• The task:
Would you copy the lines below exactly and omit the images?

• Source material:
══════════
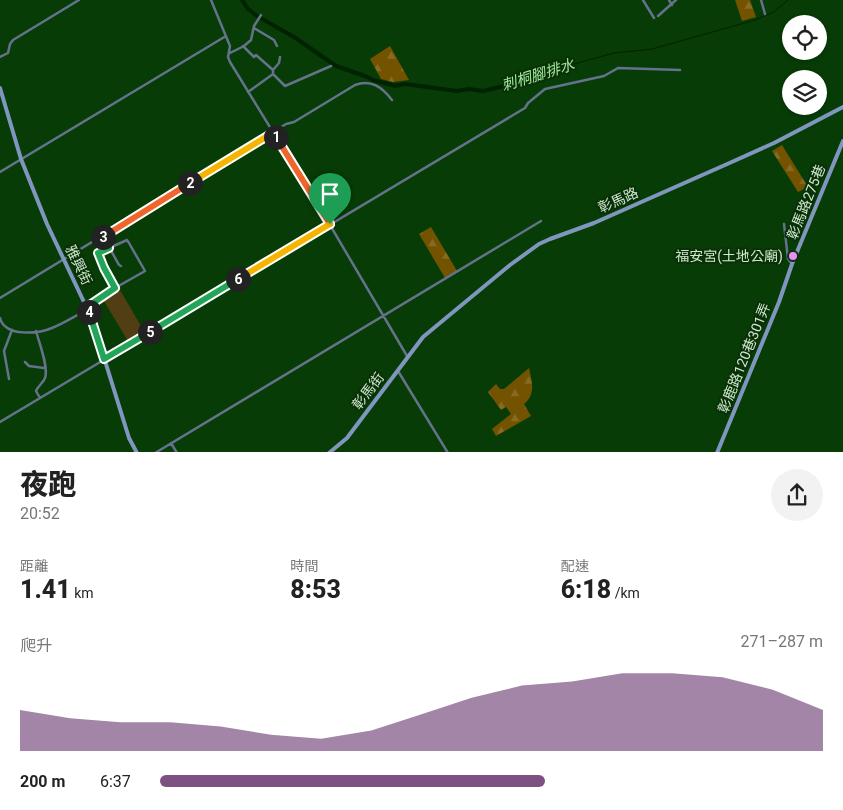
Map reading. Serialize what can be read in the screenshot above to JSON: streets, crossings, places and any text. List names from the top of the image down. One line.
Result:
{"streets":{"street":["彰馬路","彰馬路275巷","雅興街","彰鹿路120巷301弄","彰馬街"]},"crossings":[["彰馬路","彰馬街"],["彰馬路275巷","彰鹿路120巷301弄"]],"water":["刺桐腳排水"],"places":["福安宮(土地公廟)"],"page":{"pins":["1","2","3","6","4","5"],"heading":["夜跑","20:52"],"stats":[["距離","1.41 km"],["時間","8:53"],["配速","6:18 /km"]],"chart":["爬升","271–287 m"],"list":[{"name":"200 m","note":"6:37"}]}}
══════════
• Task result:
Map reading. Serialize what can be read in the screenshot above to JSON: streets, crossings, places and any text. List names from the top of the image down. One line.
Result:
{"streets":{"street":["彰馬路","彰馬路275巷","雅興街","彰鹿路120巷301弄","彰馬街"]},"crossings":[["彰馬路","彰馬街"],["彰馬路275巷","彰鹿路120巷301弄"]],"water":["刺桐腳排水"],"places":["福安宮(土地公廟)"],"page":{"pins":["1","2","3","6","4","5"],"heading":["夜跑","20:52"],"stats":[["距離","1.41 km"],["時間","8:53"],["配速","6:18 /km"]],"chart":["爬升","271–287 m"],"list":[{"name":"200 m","note":"6:37"}]}}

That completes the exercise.